Marcus Borgón – Foto: Fernando Lopes


"Nome: Beleléu
Posição: Lateral-direito
Altura / Peso: 1,59m / 55kg
Ponto forte: Muito feio, assusta os adversários
Ponto fraco: Sensível, se abala quando é chamado de feio"


"– Qual é o nome dele mesmo, Luizinho?
Luizinho deu uma risada sarcástica. Eu fiquei sem entender.
– Geflalisco.
(...)
Vai saber o que passa na cabeça de um pai na hora de registrar o filho com um nome desses. (...) Luizinho me explicou que o nome dele foi construído para homenagear os avós: Geraldino e Flaviana, por parte de pai; Lindalvo e Francisca, pelo lado materno. É o tipo de nome que deveria vir com uma nota explicativa. O indivíduo que carrega uma homenagem dessas deve ter vontade de amaldiçoar toda a sua árvore genealógica. Luizinho me disse que a vergonha era tanta que ele se recusava a falar o próprio nome. Na casa dele, deram um jeito de abreviar e amenizar o estrago, chamando-o de Lisco. Só que o irmão caçula, quando começou a falar, não conseguindo pronunciar corretamente o apelido, chamava-o de 'Lixo'. Em vez de corrigirem o pirralho, todos passaram a imitá-lo. 'Lixo' foi oficializado. E o pior é que ele preferia ser chamado assim. Julgava menos constrangedor do que aquele ajuntamento de avós em forma de nome / palavrão."

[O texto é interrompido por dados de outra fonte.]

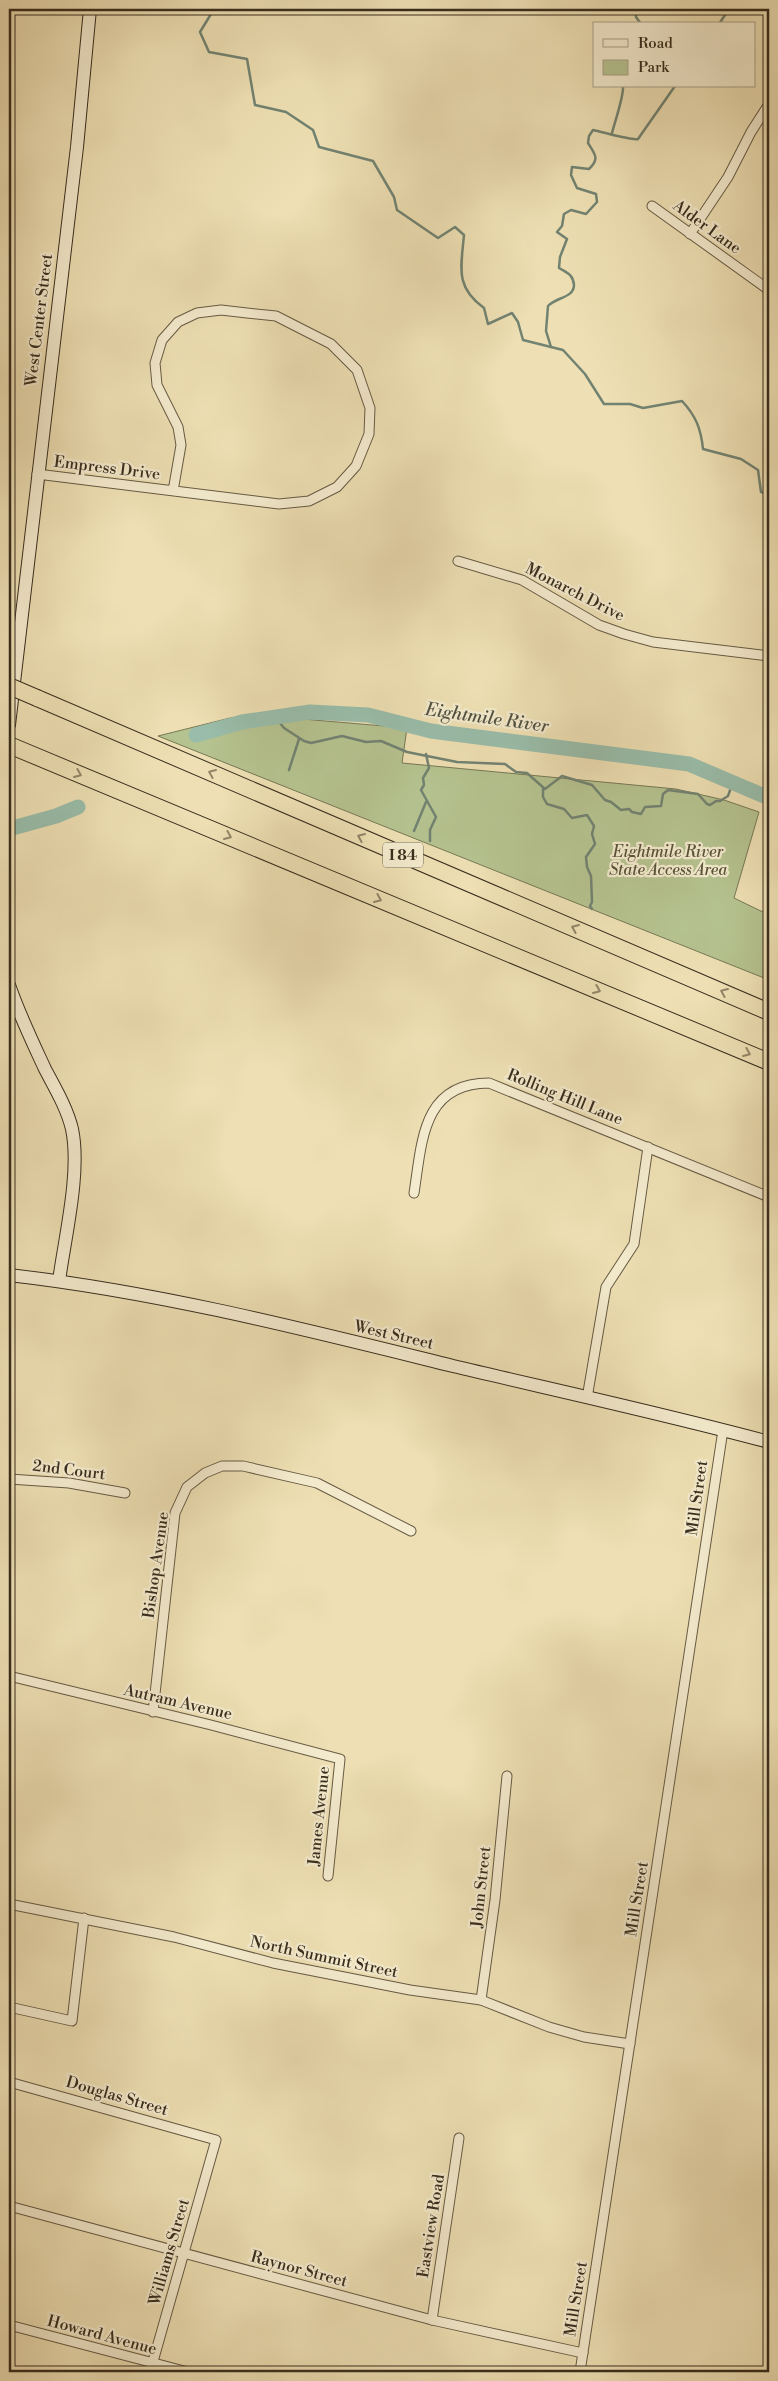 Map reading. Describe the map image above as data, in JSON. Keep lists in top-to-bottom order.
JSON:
{
  "streets": {
    "highway": ["I 84"],
    "street": [
      "Alder Lane",
      "West Center Street",
      "Empress Drive",
      "Monarch Drive",
      "Rolling Hill Lane",
      "West Street",
      "2nd Court",
      "Mill Street",
      "Bishop Avenue",
      "Autram Avenue",
      "James Avenue",
      "John Street",
      "North Summit Street",
      "Douglas Street",
      "Eastview Road",
      "Williams Street",
      "Raynor Street",
      "Howard Avenue"
    ]
  },
  "crossings": [
    ["West Center Street", "Empress Drive"],
    ["West Street", "Mill Street"],
    ["Mill Street", "North Summit Street"],
    ["Mill Street", "Raynor Street"],
    ["Bishop Avenue", "Autram Avenue"],
    ["Autram Avenue", "James Avenue"],
    ["John Street", "North Summit Street"],
    ["Douglas Street", "Williams Street"],
    ["Eastview Road", "Raynor Street"],
    ["Williams Street", "Raynor Street"],
    ["Williams Street", "Howard Avenue"]
  ],
  "water": ["Eightmile River"],
  "parks": ["Eightmile River State Access Area"],
  "legend": ["Road", "Park"]
}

"A minha mudança para o Conjunto Deodoro da Fonseca significou não só uma alteração de endereço e status social, mas, principalmente, uma mudança de comportamento. Tive que aprender a lidar com o contato mais direto, frequente e invasivo dos meus novos vizinhos. No conjunto, como existem apartamentos térreos, as pessoas chegam sem a menor cerimônia na janela alheia. Olham para dentro da casa e se convidam para entrar. Eu não era acostumado a receber amigos em casa. Nem ter meu nome gritado lá de baixo. Quando menos percebi, eu não só tinha absorvido, como reproduzia naturalmente aquele tipo de comportamento. Zeladores, porteiros e interfone são elementos dispensáveis. Só servem como obstáculo nas relações pessoais, concluí."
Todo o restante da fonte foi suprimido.